Agencies serving rural areas are also frequently smaller than their
urban counterparts, which means that their relative costs are higher.
Smaller agencies with fewer patients and fewer visits mean that fixed
costs, particularly those associated with meeting regulatory
requirements, are spread over a much smaller number of patients and
visits, increasing overall per-patient and per-visit costs.
Moreover, in many rural areas, home health agencies are the primary
caregivers for homebound beneficiaries with limited access to
transportation. These rural patients often require more time and care
than their urban counterparts and are understandably more expensive for
agencies to serve. If the extra three per cent rural payment is not
extended, agencies may be forced to decide not to accept rural patients
with greater care needs. That could translate into less access to
health care for ill, homebound seniors.
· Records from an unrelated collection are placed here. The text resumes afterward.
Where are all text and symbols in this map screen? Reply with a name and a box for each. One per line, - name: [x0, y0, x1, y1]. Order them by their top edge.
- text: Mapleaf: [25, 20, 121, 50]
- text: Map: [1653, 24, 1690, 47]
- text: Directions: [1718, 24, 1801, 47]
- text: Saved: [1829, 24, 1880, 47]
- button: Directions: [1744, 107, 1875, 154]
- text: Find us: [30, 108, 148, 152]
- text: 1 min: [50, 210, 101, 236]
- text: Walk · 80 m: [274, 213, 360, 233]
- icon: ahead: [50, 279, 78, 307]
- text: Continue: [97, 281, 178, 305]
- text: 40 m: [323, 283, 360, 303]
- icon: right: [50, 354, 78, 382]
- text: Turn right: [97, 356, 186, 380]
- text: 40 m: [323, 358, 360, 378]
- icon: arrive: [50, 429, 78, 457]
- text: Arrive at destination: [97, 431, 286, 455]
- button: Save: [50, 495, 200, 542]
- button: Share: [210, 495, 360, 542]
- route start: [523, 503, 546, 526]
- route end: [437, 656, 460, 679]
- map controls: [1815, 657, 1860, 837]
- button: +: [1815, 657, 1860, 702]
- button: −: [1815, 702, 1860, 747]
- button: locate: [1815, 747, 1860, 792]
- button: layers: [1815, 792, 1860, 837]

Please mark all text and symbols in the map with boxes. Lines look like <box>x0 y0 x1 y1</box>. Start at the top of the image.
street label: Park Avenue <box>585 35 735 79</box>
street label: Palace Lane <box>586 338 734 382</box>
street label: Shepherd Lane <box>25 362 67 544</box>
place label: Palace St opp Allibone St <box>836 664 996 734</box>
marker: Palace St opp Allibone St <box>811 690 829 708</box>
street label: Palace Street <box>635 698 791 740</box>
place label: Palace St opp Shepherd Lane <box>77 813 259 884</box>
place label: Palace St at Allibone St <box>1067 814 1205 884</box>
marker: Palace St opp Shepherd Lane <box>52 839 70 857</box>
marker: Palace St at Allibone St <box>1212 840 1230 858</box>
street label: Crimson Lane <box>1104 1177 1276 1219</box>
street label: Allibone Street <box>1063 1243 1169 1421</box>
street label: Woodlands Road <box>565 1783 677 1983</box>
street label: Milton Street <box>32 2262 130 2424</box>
The result would likely be that
these seniors would be hospitalized more frequently and would have to
seek care in nursing homes, adding considerable cost to the system.
Failure to extend the rural add-on payment would only put more
pressure on rural home health agencies that are already operating on
very narrow margins and could force some of the agencies to close their
doors altogether. If any of these agencies were forced to close, the
Medicare patients in that region could lose all of their access to home
care.
The legislation we are introducing today will extend the rural add-on
for 5 years and help to ensure that Medicare patients in rural areas
continue to have access to the home health services they need.
Moreover, we would offset costs of the bill by reducing the home health
outlier fund by .25 percent over the same 5 years. I urge our
colleagues to join us as cosponsors.